> [Assignment]: Keep the pictures out of the copy and print all the entries below exactly.

> [Data for the task]:
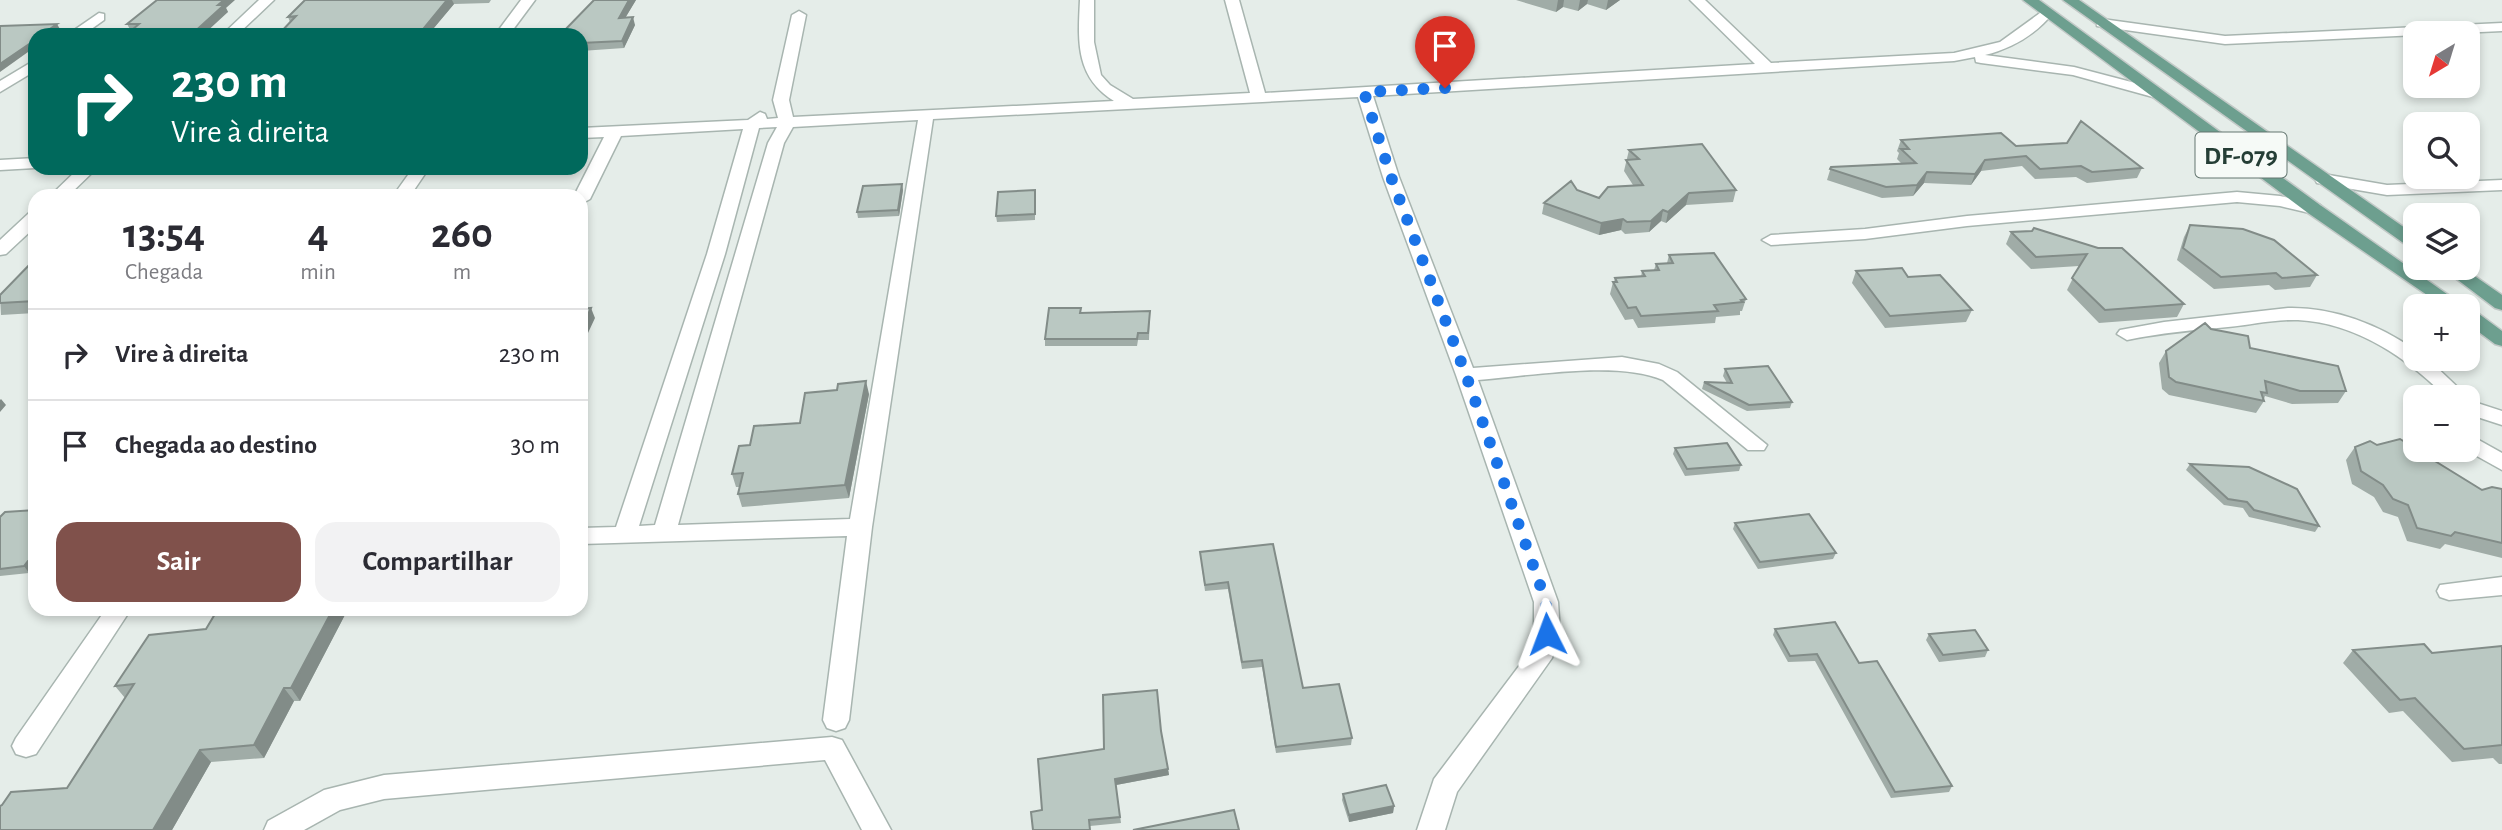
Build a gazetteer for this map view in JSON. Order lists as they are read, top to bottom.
{
  "streets": {
    "main road": ["DF-079"]
  },
  "north": "bottom left",
  "page": {
    "map_buttons": ["+", "−"],
    "turn": ["230 m", "Vire à direita"],
    "eta": [
      "13:54",
      "Chegada",
      "4",
      "min",
      "260",
      "m"
    ],
    "list": [
      {
        "name": "Vire à direita",
        "value": "230 m"
      },
      {
        "name": "Chegada ao destino",
        "value": "30 m"
      }
    ],
    "buttons": ["Sair", "Compartilhar"]
  }
}
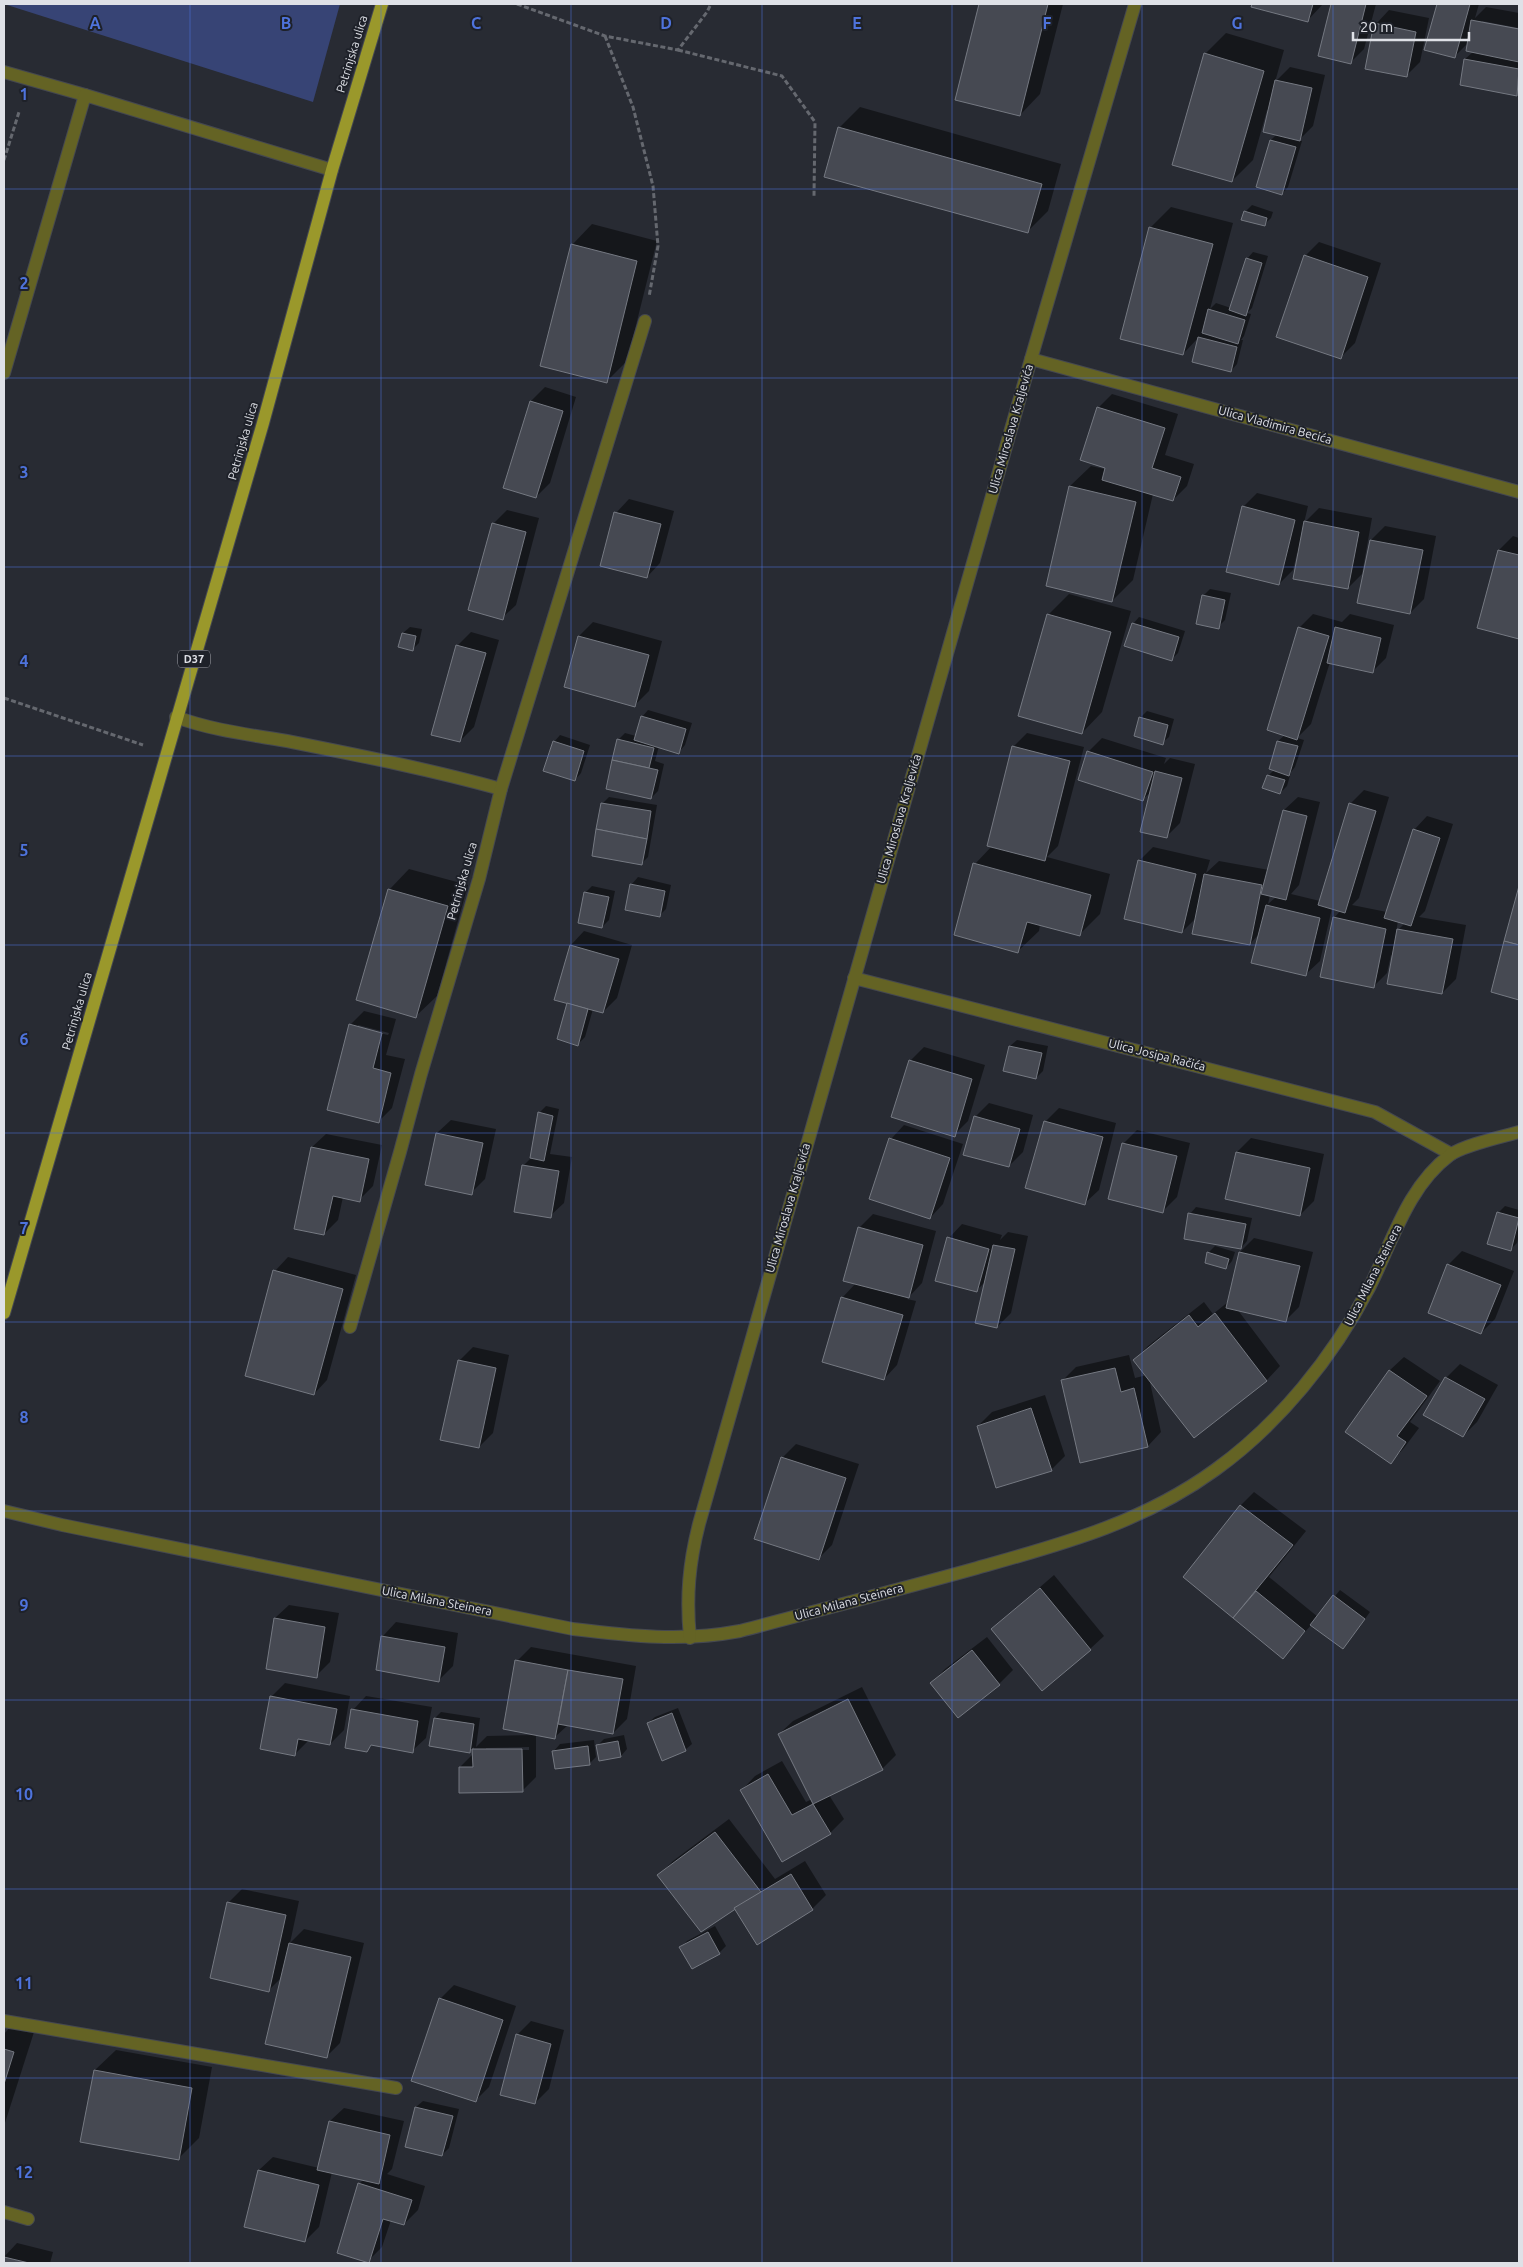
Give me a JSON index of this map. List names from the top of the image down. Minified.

> [Result for this task]:
Build a gazetteer for this map view in JSON. Order lists as they are read, top to bottom.
{
  "streets": {
    "main road": ["DF-079"]
  },
  "north": "bottom left",
  "page": {
    "map_buttons": ["+", "−"],
    "turn": ["230 m", "Vire à direita"],
    "eta": [
      "13:54",
      "Chegada",
      "4",
      "min",
      "260",
      "m"
    ],
    "list": [
      {
        "name": "Vire à direita",
        "value": "230 m"
      },
      {
        "name": "Chegada ao destino",
        "value": "30 m"
      }
    ],
    "buttons": ["Sair", "Compartilhar"]
  }
}
Give me a JSON index of this map. List names from the top of the image down. Minified.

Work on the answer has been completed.